Diminuí a velocidade aproximando-me da casa de Edgar; não conseguia ver o maldito sedã negro. Teria o infeliz já saído? O mais provável era que o desgraçado passara a noite na casa de sua mulher. Mas onde estaria? Com certeza não no trabalho, não depois do que vi no dia anterior. Tudo bem, tudo bem, poderia aguardar um pouco mais; céus, já aguardara até então. No momento, precisava abastecer meu próprio carro e começava a sentir fome. Acendi um cigarro, lembrando-me de um posto não muito distante de onde estava e que possuía uma boa comida. Passaria por lá antes de continuar minha busca.

Aproximando-me do local, notei um conhecido carro em tom escuro. Edgar, seu desgraçado!

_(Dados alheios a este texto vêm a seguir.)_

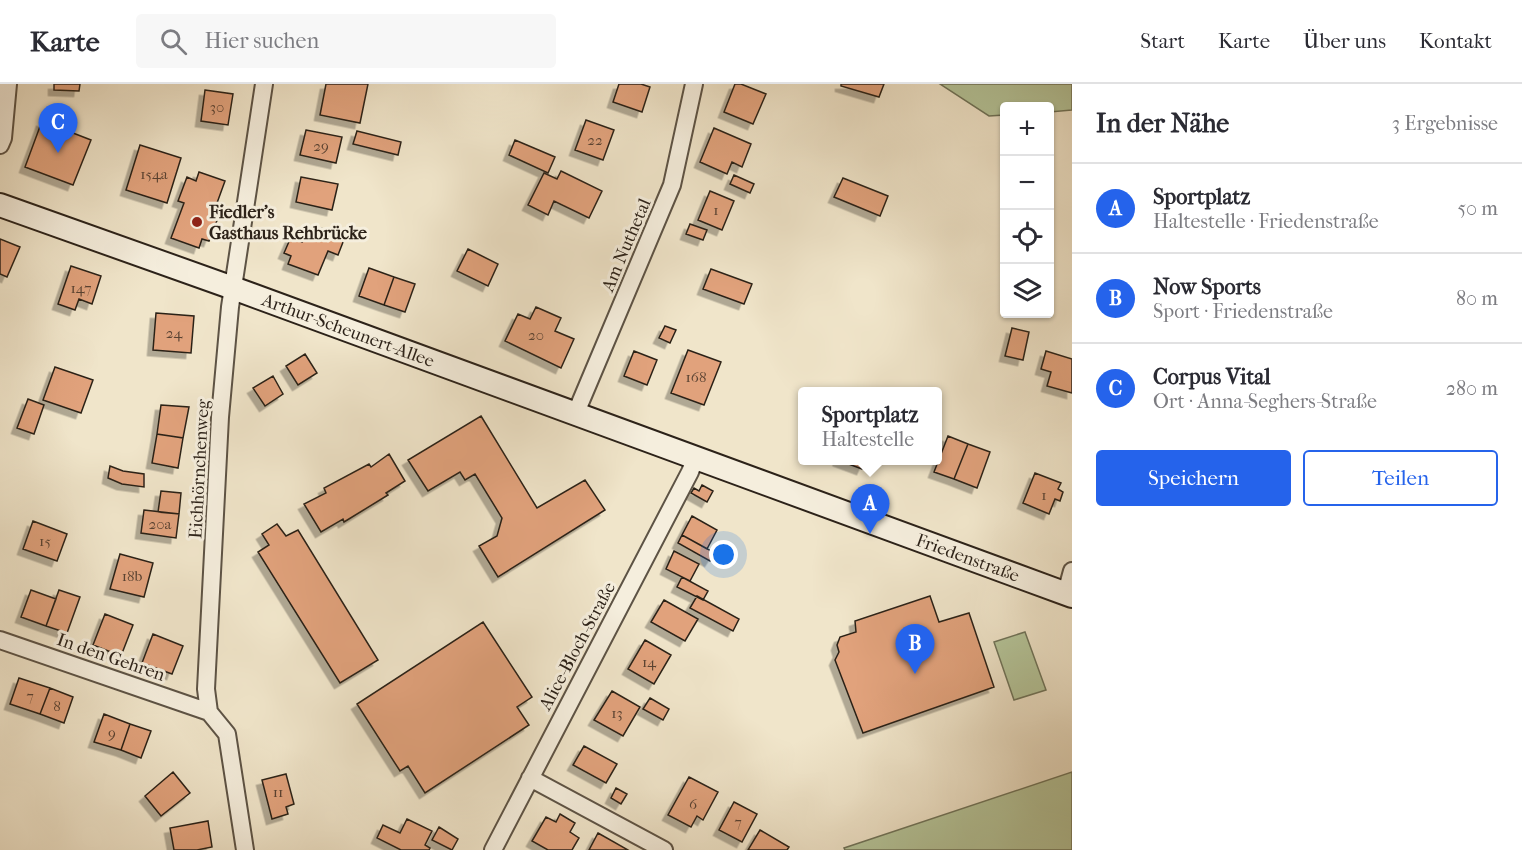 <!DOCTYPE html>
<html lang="de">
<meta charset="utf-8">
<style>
body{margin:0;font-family:"IM FELL French Canon",serif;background:#f7f7f7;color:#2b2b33}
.controls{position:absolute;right:18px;top:18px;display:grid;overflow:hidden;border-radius:6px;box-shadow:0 2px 4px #0004}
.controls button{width:54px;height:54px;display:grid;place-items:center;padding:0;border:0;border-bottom:2px solid #e1e1e2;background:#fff;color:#2b2b33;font:30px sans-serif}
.you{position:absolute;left:724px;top:471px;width:21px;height:21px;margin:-15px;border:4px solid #fff;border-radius:50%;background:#1a73e8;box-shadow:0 0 0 9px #1a73e833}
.badge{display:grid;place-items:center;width:39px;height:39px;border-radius:50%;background:#2563eb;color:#fff;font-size:20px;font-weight:700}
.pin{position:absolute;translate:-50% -50px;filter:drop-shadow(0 2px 3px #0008)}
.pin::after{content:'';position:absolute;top:32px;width:21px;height:18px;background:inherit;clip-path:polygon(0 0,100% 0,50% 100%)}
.popup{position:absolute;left:798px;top:303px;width:144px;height:78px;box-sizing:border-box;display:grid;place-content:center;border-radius:6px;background:#fff;filter:drop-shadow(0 2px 4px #0005);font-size:20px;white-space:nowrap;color:#7c7c81}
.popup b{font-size:22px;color:#2b2b33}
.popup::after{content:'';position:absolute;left:50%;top:100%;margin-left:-12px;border:12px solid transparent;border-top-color:#fff}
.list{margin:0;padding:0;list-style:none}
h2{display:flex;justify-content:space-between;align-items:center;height:78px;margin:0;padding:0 24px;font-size:26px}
h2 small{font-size:20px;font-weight:400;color:#7c7c81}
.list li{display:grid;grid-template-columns:39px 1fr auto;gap:18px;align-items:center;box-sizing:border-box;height:90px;padding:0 24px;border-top:2px solid #e1e1e2}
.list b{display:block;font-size:22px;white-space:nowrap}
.list p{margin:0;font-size:20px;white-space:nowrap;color:#7c7c81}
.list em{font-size:20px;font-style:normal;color:#7c7c81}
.actions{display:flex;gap:12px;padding:18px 24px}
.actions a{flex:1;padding:14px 0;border:2px solid #2563eb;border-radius:6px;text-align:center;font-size:21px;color:#2563eb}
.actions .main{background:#2563eb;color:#fff}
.icon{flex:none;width:33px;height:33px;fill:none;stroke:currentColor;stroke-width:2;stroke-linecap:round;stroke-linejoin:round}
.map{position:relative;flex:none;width:1072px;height:766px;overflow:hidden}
header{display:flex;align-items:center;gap:36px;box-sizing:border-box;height:84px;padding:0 30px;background:#fff;border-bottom:2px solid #e1e1e2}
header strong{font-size:28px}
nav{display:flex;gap:33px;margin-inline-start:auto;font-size:21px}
.search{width:420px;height:54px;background:#f7f7f7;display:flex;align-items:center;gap:15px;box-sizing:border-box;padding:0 21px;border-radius:6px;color:#7c7c81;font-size:22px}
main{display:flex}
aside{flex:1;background:#fff}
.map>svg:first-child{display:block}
</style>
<header>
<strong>Karte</strong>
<div class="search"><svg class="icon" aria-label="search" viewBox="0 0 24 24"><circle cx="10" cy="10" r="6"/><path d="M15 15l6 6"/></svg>Hier suchen</div>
<nav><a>Start</a><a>Karte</a><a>Über uns</a><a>Kontakt</a></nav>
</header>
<main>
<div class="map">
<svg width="1072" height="766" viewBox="0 0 1072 766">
<defs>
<filter id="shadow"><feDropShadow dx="-5.5" dy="5.5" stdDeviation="0" flood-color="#0004"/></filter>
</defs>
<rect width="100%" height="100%" fill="#f0e5ca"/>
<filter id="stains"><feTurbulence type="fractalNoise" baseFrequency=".00333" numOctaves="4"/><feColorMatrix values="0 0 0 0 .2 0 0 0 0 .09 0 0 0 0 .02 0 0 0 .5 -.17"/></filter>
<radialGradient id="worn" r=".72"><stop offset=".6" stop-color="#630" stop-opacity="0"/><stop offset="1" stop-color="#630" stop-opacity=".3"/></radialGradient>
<path fill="#b5c59a" stroke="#70745a" stroke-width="1.5" d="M940,0H1072V26L1050,28V22H1004V31L989,32Z
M1025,548L1046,606L1014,616L994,558Z
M1072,688V766H845L844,764Z"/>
<path fill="#e1a27c" stroke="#2c2219" stroke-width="1.5" filter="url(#shadow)" d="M54,0H80L79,7L54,6Z
M326,0H368L360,39L320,31Z
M619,0H641L650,3L642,28L613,18Z
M735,0H741L766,10L753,40L724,28Z
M841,0H884L879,13L841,2Z
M205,6L233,10L228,41L201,37Z
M586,36L614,46L603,76L575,66Z
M42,37L91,56L73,101L25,83Z
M714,44L751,60L742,83L732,78L727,90L700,78Z
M306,46L342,53L336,79L300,71Z
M357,47L401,58L398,71L353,60Z
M515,56L555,73L548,89L509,71Z
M140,61L181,74L167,119L126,106Z
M561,87L602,107L589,134L554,117L548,131L528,121L544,89L557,95Z
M199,88L225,97L217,119L223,121L209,157L202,155L199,164L171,154L184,119L178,117L187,93L196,97Z
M734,91L754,100L750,109L730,100Z
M301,93L338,100L332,126L296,118Z
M843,94L888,112L880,132L834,113Z
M710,107L734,117L722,146L698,136Z
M690,140L707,146L703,156L686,150Z
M318,143L345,153L338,171L328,167L318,191L288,180L291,172L284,169L291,153L302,158L305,149L314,152Z
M0,155L20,163L7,193L0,190Z
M468,165L498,180L488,202L457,187Z
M71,182L101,192L92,220L79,215L75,226L58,220Z
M369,184L394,193L384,221L359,212Z
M711,185L752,200L744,220L703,205Z
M394,193L415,200L405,228L384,221Z
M536,223L561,234L555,247L574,255L561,284L505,257L518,230L530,235Z
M156,229L194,232L191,269L153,266Z
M665,242L676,246L670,259L659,254Z
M1012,244L1029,248L1023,276L1005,272Z
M688,266L721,278L704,321L671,309Z
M634,267L657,276L647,301L624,292Z
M1046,267L1072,275V309L1047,302L1051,288L1041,285Z
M305,270L317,289L298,301L286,282Z
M55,283L93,296L81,329L43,316Z
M273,292L283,310L265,322L253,304Z
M28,315L44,321L34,350L17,344Z
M161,321L189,323L183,354L157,350Z
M481,332L537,424L585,396L605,426L498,493L479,462L497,452L502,434L475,390L465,396L460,388L428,407L408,376Z
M157,350L183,354L178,384L152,379Z
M948,352L968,360L954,395L934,388Z
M968,360L990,368L977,404L954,395Z
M389,370L405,397L386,409L388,411L344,438L343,435L321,448L304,420L326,409L324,404L369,380L371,383Z
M838,376H866L862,385Z
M110,382L123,387L144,390V403L122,400L108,394Z
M1035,389L1061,399L1058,405L1063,408L1060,417L1055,415L1049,430L1023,419Z
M702,401L713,407L707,418L691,409L694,404L699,407Z
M161,407L181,409L179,430L158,428Z
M144,426L179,430L176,454L141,449Z
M692,432L717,446L707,465L682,451Z
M33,437L67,450L57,477L23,465Z
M277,440L286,452L298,446L378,576L340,599L258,468L269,461L262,450Z
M682,451L715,469L710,477L678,459Z
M674,467L699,480L690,497L666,485Z
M120,470L153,479L144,513L110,505Z
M682,493L708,507L703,516L677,503Z
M31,506L56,515L46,542L21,533Z
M59,506L80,513L67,549L46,542Z
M697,512L739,535L733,547L690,524Z
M930,512L939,538L969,529L994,603L863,649L835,576L839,568L837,561L840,553L856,548L855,537Z
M664,516L698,535L685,557L651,538Z
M105,530L133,541L121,572L93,561Z
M483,538L532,613L517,623L529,641L425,709L408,682L400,687L357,620Z
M153,550L183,562L172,590L142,579Z
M645,556L671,571L654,600L628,585Z
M19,594L50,604L40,630L10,620Z
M50,604L73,613L64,639L40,630Z
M612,607L640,623L623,652L594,636Z
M650,614L669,625L663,636L643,625Z
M104,630L130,640L121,666L94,658Z
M130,640L151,647L141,674L121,666Z
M584,662L617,680L606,699L573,681Z
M173,688L190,709L161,732L145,712Z
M286,690L294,720L286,723L288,730L272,735L262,696Z
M689,693L718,708L703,736L697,732L691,743L668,731Z
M616,704L627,710L621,720L611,714Z
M734,718L757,730L742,758L719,746Z
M560,730L575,739L570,748L579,754L572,766H548L532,757L546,733L556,738Z
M407,735L432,747L425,761L430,764L429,766H401L377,754L383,741L400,749Z
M208,737L212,763L197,766H174L170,744Z
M439,743L458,755L452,766L432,756Z
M760,746L789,763L787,766H748Z
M598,749L628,766H589Z"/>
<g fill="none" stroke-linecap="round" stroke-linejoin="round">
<defs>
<path id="street" d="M0,61L3,54L8,0
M575,331L672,101L694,0
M1066,509L1072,487
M0,556L209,628
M530,694L664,766
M245,766L227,650L209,628L206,605L220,333L230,223L264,0
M493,766L690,388L695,375"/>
<g id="secondary">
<path id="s1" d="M0,121L233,204L1072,512"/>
</g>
</defs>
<use href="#street" stroke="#5d5345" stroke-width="20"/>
<use href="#secondary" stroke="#2c2219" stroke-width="26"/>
<use href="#street" stroke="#f5eedd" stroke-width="16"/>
<use href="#secondary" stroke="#f5eedd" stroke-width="22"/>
</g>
<circle fill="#8f2418" stroke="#f5eedd" stroke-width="2" cx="197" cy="138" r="6"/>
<g text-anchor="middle" stroke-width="6" stroke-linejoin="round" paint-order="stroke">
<g font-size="15" fill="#594232">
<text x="217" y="28">30</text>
<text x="595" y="61">22</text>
<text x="321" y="67">29</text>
<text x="154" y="95">154a</text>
<text x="716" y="131">1</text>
<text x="81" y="209">147</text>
<text x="174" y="254">24</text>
<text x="536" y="256">20</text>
<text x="696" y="298">168</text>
<text x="1044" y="416">1</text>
<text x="160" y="445">20a</text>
<text x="45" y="462">15</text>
<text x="132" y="497">18b</text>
<text x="649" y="583">14</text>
<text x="30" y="617">7</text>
<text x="57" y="627">8</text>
<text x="617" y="634">13</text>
<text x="112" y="654">9</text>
<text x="278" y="713">11</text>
<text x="693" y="725">6</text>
<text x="738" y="743">7</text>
</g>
<g font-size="18" font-weight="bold" fill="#2c2219" stroke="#f5eedd" text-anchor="start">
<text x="209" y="134">Fiedler's<tspan x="209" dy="21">Gasthaus Rehbrücke</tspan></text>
</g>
<g font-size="18" fill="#2c2219" stroke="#f5eedd">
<text transform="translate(626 161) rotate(-67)" y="6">Am Nuthetal</text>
<text dy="6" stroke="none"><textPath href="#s1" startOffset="370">Arthur-Scheunert-Allee</textPath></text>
<text transform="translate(199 385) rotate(-87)" y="6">Eichhörnchenweg</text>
<text dy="6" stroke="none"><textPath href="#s1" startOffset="1030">Friedenstraße</textPath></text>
<text transform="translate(577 562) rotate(-62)" y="6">Alice-Bloch-Straße</text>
<text transform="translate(111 573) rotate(19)" y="6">In den Gehren</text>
</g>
</g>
<rect width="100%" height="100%" filter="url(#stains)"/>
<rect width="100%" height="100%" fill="url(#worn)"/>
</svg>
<div class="controls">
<button>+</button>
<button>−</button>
<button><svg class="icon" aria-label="locate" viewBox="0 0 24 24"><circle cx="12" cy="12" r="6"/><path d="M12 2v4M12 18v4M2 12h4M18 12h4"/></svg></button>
<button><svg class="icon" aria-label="layers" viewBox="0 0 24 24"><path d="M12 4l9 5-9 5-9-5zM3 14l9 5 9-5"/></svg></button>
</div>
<div class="you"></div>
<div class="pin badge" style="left:870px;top:450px">A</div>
<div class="popup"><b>Sportplatz</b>Haltestelle</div>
<div class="pin badge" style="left:915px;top:590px">B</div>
<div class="pin badge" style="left:58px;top:69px">C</div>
</div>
<aside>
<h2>In der Nähe<small>3 Ergebnisse</small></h2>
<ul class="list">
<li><span class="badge">A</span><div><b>Sportplatz</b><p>Haltestelle · Friedenstraße</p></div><em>50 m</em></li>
<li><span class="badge">B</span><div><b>Now Sports</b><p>Sport · Friedenstraße</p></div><em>80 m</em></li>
<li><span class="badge">C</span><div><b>Corpus Vital</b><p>Ort · Anna-Seghers-Straße</p></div><em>280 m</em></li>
</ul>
<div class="actions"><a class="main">Speichern</a><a>Teilen</a></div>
</aside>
</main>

Desacelerei, não por medo e sim por impulso, afastando-me um pouco.

"O que ele está fazendo ali uma hora dessas?", pensei.

Estacionei de onde pudesse visualizar qualquer movimento próximo ao local, julgando manter uma distância ideal para não ser percebido. Quando me dei conta de que a bendita espera poderia levar alguns instantes, tirei o maço de cigarros do bolso, acendendo um cigarro.

Fique o tempo que precisar, Edgar. Eu sou paciente; o maldito destino é paciente.